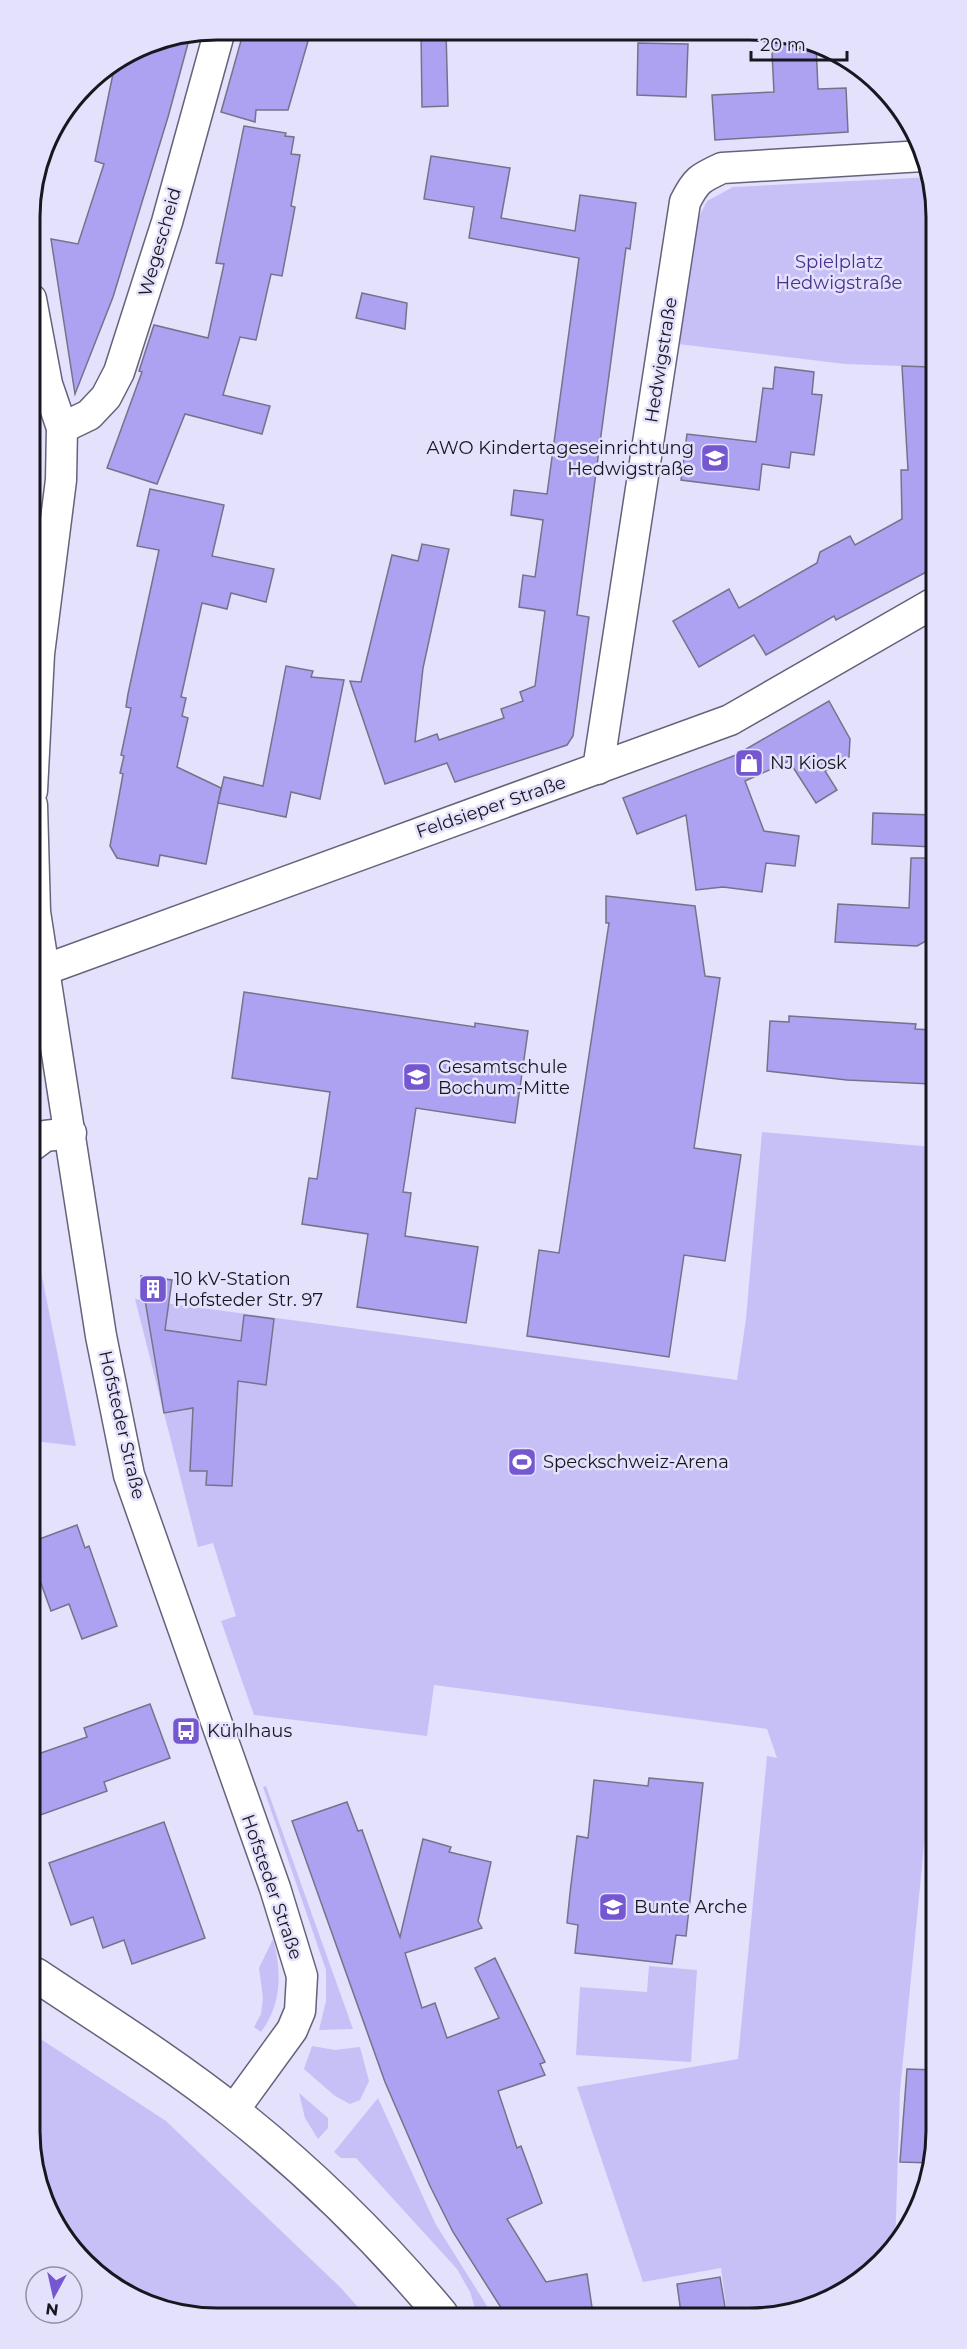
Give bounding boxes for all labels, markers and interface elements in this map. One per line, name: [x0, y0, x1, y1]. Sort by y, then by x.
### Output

---

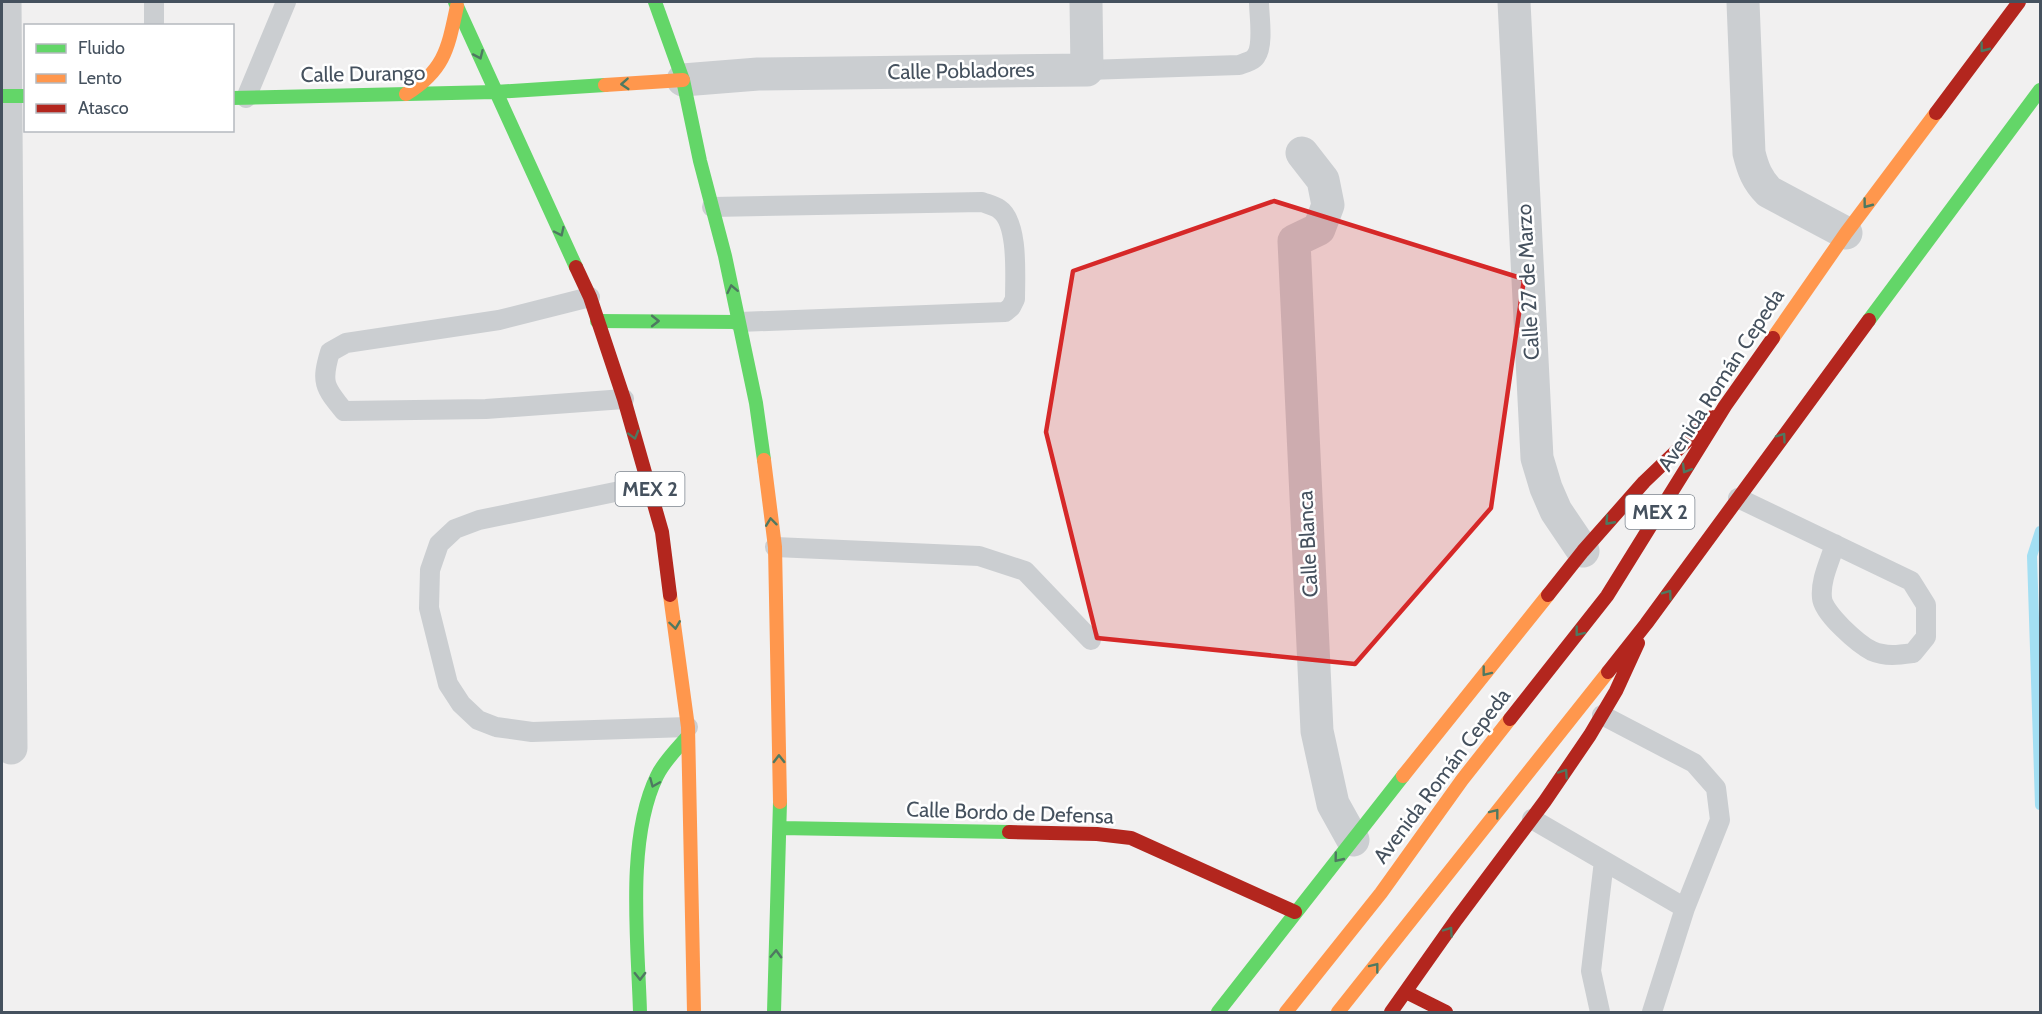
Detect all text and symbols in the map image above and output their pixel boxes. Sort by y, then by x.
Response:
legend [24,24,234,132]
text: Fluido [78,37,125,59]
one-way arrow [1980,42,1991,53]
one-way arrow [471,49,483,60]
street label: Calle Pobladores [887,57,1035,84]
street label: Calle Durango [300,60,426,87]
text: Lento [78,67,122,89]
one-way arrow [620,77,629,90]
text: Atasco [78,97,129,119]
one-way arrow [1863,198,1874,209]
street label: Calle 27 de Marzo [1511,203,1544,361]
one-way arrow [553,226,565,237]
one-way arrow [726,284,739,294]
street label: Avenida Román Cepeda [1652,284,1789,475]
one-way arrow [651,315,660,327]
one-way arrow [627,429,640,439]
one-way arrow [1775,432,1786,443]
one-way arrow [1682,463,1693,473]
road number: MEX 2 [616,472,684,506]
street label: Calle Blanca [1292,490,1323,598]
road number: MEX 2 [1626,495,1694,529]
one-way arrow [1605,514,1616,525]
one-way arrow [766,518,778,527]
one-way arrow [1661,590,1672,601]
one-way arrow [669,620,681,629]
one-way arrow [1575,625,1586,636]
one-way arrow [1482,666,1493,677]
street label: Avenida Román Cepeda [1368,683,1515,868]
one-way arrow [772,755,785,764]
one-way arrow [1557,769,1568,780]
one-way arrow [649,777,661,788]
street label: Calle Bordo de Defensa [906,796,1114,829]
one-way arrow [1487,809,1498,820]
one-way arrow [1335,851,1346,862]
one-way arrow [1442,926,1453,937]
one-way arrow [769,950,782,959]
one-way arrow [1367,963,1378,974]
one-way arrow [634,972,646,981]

* * *

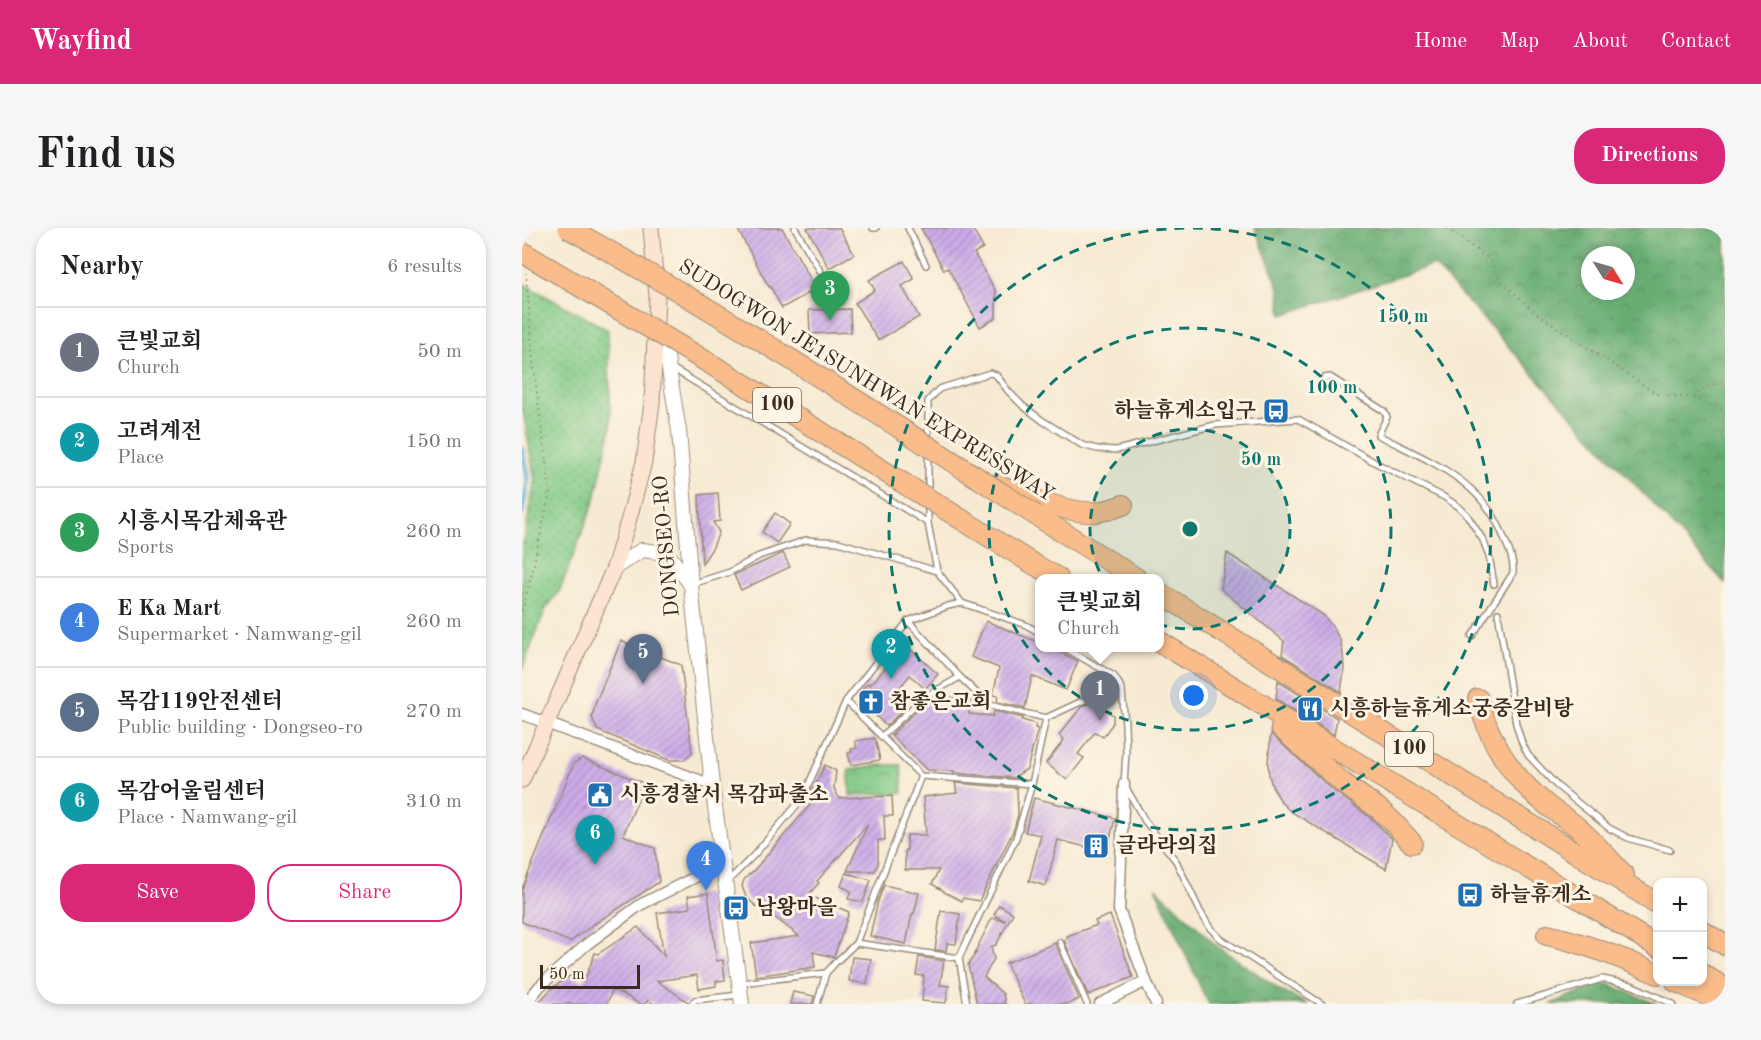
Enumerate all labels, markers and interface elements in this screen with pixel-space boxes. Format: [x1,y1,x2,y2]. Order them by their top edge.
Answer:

# [Exercise prompt]
Whenever a line of the records holds the string "boxes", pick it out and copy it.

# [Response to the exercise]
Give bounding boxes for all labels, markers and interface elements in this map. One per line, name: [x0, y0, x1, y1]. Sort by y, then by x.
Detect all text and symbols in the map image above and output their pixel boxes. Sort by y, then by x.
Enumerate all labels, markers and interface elements in this screen with pixel-space boxes. Format: [x1,y1,x2,y2]. Order them by their top edge.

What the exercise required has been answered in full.